__Your task__:
The expected output is exactly the lines below, starting at the line with "display:flex; align-items:center; gap:21px;" and ending at the line with "display:block; font-size:42px; line-height:51px", both included; no other line belongs in it.
START Data extracts
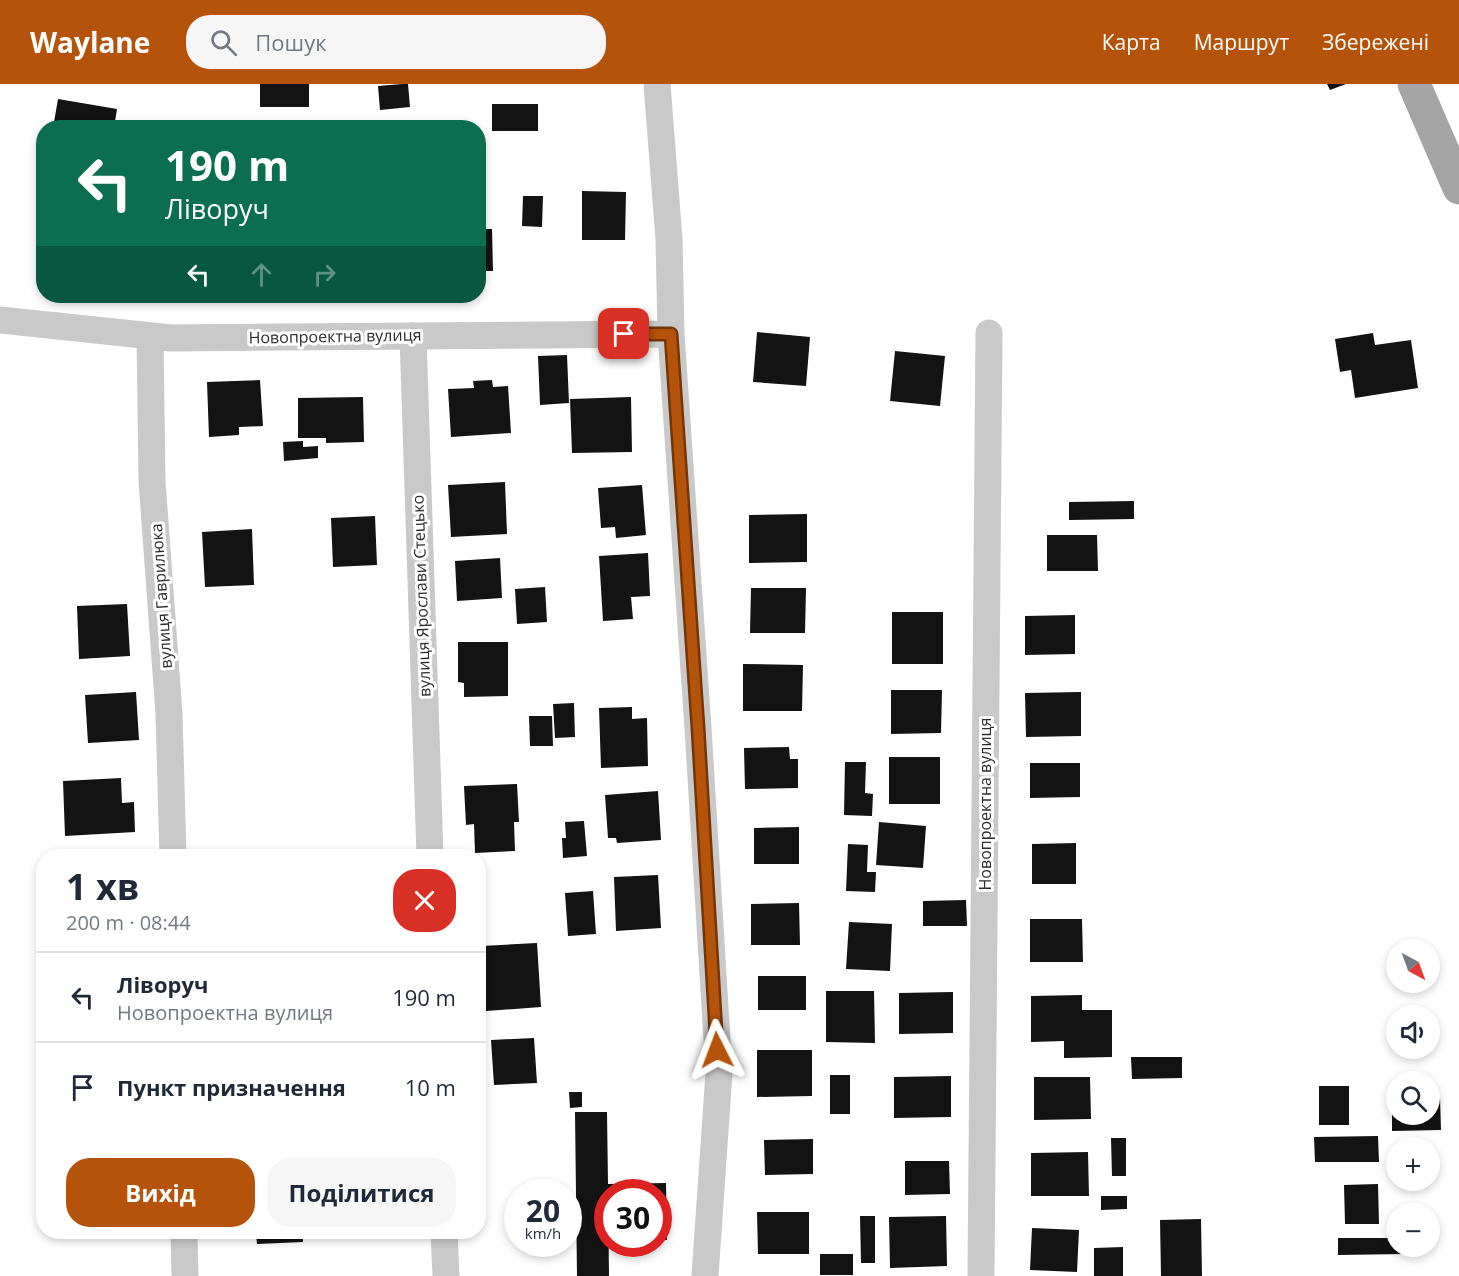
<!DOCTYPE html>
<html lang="uk">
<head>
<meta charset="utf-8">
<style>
	:root { --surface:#fff; --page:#f6f6f7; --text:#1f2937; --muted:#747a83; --line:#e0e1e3; --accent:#b45309 }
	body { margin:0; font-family:"Open Sans",sans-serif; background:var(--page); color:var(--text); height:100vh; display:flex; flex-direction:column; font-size:22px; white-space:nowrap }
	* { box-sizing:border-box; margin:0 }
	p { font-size:20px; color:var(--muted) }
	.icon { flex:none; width:33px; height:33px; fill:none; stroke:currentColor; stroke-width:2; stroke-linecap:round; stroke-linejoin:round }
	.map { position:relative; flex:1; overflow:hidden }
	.details { position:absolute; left:36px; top:765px; width:450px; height:390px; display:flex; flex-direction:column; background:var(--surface); border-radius:24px; box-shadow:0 3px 9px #0003 }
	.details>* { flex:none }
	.banner { position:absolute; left:36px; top:36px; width:450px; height:183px; border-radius:24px; box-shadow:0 3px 9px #0003; background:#0b6e4f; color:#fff; overflow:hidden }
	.needle { width:39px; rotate:139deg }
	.fabs { position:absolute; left:1386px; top:855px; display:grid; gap:12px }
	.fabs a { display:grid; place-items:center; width:54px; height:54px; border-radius:50%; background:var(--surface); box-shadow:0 3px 9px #0003; font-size:30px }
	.speed { position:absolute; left:504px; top:1095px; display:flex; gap:12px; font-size:30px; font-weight:700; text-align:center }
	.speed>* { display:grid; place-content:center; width:78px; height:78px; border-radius:50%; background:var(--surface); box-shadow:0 3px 9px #0003; line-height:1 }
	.speed small { font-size:15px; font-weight:400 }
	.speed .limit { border:9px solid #d22; background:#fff; color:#111 }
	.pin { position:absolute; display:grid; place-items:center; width:51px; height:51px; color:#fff; margin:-26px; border-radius:12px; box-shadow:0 3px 9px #0006 }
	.me { position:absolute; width:66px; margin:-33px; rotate:357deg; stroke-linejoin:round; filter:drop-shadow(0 0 4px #0008) }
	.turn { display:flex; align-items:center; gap:21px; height:126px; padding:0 30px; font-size:27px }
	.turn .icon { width:78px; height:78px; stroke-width:2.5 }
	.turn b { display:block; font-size:42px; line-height:51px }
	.lanes { display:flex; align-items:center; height:57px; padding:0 30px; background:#0003; justify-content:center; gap:30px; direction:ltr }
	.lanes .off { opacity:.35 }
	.round { display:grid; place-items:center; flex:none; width:63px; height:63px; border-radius:24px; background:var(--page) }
	.head { display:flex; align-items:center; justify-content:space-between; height:102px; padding:0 30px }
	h1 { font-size:36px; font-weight:700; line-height:45px }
	.cta { display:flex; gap:12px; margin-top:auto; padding:12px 30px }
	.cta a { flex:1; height:69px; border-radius:24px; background:var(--accent); color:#fff; font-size:24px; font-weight:700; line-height:69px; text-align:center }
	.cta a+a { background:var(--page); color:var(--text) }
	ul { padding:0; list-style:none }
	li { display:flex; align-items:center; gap:18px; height:90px; padding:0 30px; border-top:2px solid var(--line) }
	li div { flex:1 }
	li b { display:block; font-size:22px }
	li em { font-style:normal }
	header { display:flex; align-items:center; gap:36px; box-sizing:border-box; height:84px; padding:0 30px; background:var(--accent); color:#fff }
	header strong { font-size:28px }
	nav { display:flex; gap:33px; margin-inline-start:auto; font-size:21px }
	.search { width:420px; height:54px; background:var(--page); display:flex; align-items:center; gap:15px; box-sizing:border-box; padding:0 21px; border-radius:24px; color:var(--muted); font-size:22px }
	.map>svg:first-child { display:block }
</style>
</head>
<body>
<header>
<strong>Waylane</strong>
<div class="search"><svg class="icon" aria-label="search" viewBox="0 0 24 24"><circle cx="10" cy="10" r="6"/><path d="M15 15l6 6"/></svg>Пошук</div>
<nav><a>Карта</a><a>Маршрут</a><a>Збережені</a></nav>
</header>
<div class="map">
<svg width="1459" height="1192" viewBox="0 0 1459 1192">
	<rect width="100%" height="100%" fill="#fff"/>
	<path fill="#131313" d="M260 0H309V23H260Z
		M402 0H408L410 23 380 26 378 2Z
		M1327 0H1346L1330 6Z
		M58 15 117 25 114 44H53Z
		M492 20H538V47H492Z
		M174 37 203 42V44H173Z
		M244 40 308 41V44H244Z
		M582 107 626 108 625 156H582Z
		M523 112H543L542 143 522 142Z
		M478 145H492L493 187H478Z
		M757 248 810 253 806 302 753 298Z
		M1373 249 1375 261 1411 256 1418 304 1355 314 1351 286 1340 288 1335 255Z
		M895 267 945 272 940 322 890 317Z
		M567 271 569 319 540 321 538 272Z
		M260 296 263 342 239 343V351L209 353 207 298Z
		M492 296 493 303 508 302 511 349 451 353 448 305 474 304 473 297Z
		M363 313 364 358 326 359V354H298V314Z
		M631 313 632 368 572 369 570 315Z
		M303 357V363L318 362V374L284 377 283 358Z
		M505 398 507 450 451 453 448 401Z
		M642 401 646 451 616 454 615 443 601 444 598 404Z
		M1134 417V435L1069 436V418Z
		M807 430V478L749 479V431Z
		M375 432 377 481 333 483 331 434Z
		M252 445 254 501 205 503 202 448Z
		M1047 451H1097L1098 487H1047Z
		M648 469 650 512 631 513 633 535 603 537 599 472Z
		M500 474 502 514 457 517 455 477Z
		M545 503 547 538 517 540 515 505Z
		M751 504H806L805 549H750Z
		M127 520 130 572 79 575 77 522Z
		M892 528H943V580H892Z
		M1075 531V570L1025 571V532Z
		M458 558H508V612L464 613V599L458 598Z
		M743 580 803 581 802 627H743Z
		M891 606H942L941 649 891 650Z
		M136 608 139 656 88 659 85 611Z
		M1081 608V652L1026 653 1025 609Z
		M574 619 575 653 555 654 553 620Z
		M632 623V635L647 634 648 682 601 684 599 624Z
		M529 632H552L553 662H530Z
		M789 663 790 675H798V704L745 705 744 664Z
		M889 673H940V720H889Z
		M845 678H866L865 709 873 710 872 732 844 731Z
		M1030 679H1080V713L1030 714Z
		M121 694 122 719 134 718 135 748 65 752 63 697Z
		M517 700 519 738H514L515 767 475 769 474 740 466 741 464 702Z
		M658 707 661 756 617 759 616 754H608L605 711Z
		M584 737 587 772 563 774 562 754H566L565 738Z
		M879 738 926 742 923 784 876 781Z
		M799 743V780H754V744Z
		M1076 759V800H1032V760Z
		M848 760 868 761 867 788H876L875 808 846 807Z
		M658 791 661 844 616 847 614 793Z
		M593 807 596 850 568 852 565 809Z
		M966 816 967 842H923V817Z
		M799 819 800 861H751V820Z
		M1030 835H1082L1083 878H1030Z
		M849 838 892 840 890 887 846 885Z
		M537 859 541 923 486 927 482 862Z
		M758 892H806V926H758Z
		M826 907H874L875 959 826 958Z
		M953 908V949L899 950V909Z
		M1082 911V926H1112V973L1064 974V957L1031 958V912Z
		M534 954 537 999 494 1001 491 956Z
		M757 966H812V1012L757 1013Z
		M1131 973H1182V994L1132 995Z
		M830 991H850V1030H830Z
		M951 992V1033L894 1034V993Z
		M1034 993H1090L1091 1035 1034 1036Z
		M1319 1002H1349V1041H1319Z
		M569 1008H582V1023L570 1024Z
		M1430 1013H1440L1441 1046 1392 1047V1014H1396V1030H1430Z
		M575 1028H607L608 1100 666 1099 667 1156H658V1108H608L609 1192H577Z
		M1378 1052 1379 1078H1315L1314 1053Z
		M1111 1054H1126V1092H1112Z
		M813 1055V1090L765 1091 764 1056Z
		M1088 1068 1089 1112H1031V1069Z
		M905 1077H949L950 1110 905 1111Z
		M1378 1100 1379 1140H1345L1344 1101Z
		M1101 1112H1127V1125L1101 1126Z
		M757 1128H809V1170H758Z
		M860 1132H875V1179H861Z
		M946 1132 947 1182 890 1184 889 1133Z
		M1201 1135 1202 1192H1161L1160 1136Z
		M1032 1144 1079 1146 1077 1188 1030 1186Z
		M256 1148H303V1158L257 1160Z
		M317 1148H337V1150L317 1151Z
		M358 1148H402V1155L357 1152Z
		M1338 1154H1396V1162H1405V1170L1338 1171Z
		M1123 1163V1192H1094V1164Z
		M820 1170H853V1191H820Z"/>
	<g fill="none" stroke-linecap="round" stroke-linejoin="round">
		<path stroke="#c9c9c9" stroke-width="27" d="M657 0 669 155 671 250 698 644 719 989 705 1192
			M0 236 171 254 671 250
			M150 252 152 397 169 630 173 772
			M413 252 430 772
			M184 1148 185 1192
			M444 1148 446 1192
			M981 1192 989 249"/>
		<path stroke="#a4a4a4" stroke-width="33" d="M1414 0 1459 104"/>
	</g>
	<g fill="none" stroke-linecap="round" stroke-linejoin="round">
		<defs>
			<path id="route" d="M624 250H671L698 644 717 966"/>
		</defs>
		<use href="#route" stroke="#753606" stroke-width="15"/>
		<use href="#route" stroke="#b45309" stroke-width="10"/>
	</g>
	<g text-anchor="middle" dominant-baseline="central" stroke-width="6" stroke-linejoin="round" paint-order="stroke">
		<g font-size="16" fill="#2c2c2c" stroke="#fff">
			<text transform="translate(335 252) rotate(-1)">Новопроектна вулиця</text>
			<text transform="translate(161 512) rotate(-94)">вулиця Гаврилюка</text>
			<text transform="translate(421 512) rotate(-92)">вулиця Ярослави Стецько</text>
			<text transform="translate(985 720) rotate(-90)">Новопроектна вулиця</text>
		</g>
	</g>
</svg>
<div class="fabs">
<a><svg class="needle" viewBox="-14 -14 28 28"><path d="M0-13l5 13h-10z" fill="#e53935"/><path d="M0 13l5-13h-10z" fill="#747a83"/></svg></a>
<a><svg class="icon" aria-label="sound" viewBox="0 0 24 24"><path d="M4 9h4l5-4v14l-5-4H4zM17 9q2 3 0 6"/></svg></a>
<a><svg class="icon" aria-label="search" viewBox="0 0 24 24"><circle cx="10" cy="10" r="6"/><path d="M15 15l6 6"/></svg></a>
<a>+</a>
<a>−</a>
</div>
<div class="speed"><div>20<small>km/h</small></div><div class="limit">30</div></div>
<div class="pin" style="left:624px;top:250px;background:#d93025"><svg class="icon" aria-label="arrive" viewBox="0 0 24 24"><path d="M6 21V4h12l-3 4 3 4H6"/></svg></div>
<svg class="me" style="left:717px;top:966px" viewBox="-20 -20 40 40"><path d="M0-17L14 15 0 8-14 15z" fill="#b45309" stroke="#fff" stroke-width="4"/></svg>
<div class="banner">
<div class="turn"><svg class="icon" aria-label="left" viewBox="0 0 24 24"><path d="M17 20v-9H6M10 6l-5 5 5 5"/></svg><div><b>190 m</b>Ліворуч</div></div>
<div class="lanes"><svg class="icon" aria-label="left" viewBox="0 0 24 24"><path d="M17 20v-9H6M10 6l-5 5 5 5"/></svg><svg class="icon off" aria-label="ahead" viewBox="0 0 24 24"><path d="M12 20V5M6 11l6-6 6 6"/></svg><svg class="icon off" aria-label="right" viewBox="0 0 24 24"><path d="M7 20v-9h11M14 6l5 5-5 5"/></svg></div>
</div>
<section class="details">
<div class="head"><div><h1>1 хв</h1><p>200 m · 08:44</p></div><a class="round" style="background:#d93025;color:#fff"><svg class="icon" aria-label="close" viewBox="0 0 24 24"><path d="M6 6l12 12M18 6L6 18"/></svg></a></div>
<ul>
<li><svg class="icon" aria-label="left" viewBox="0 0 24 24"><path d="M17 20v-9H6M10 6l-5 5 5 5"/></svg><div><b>Ліворуч</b><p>Новопроектна вулиця</p></div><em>190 m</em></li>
<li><svg class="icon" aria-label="arrive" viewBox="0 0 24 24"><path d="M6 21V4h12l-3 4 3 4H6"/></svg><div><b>Пункт призначення</b></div><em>10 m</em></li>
</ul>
<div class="cta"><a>Вихід</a><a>Поділитися</a></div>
</section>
</div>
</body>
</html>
END Data extracts
__Expected output__:
	.turn { display:flex; align-items:center; gap:21px; height:126px; padding:0 30px; font-size:27px }
	.turn .icon { width:78px; height:78px; stroke-width:2.5 }
	.turn b { display:block; font-size:42px; line-height:51px }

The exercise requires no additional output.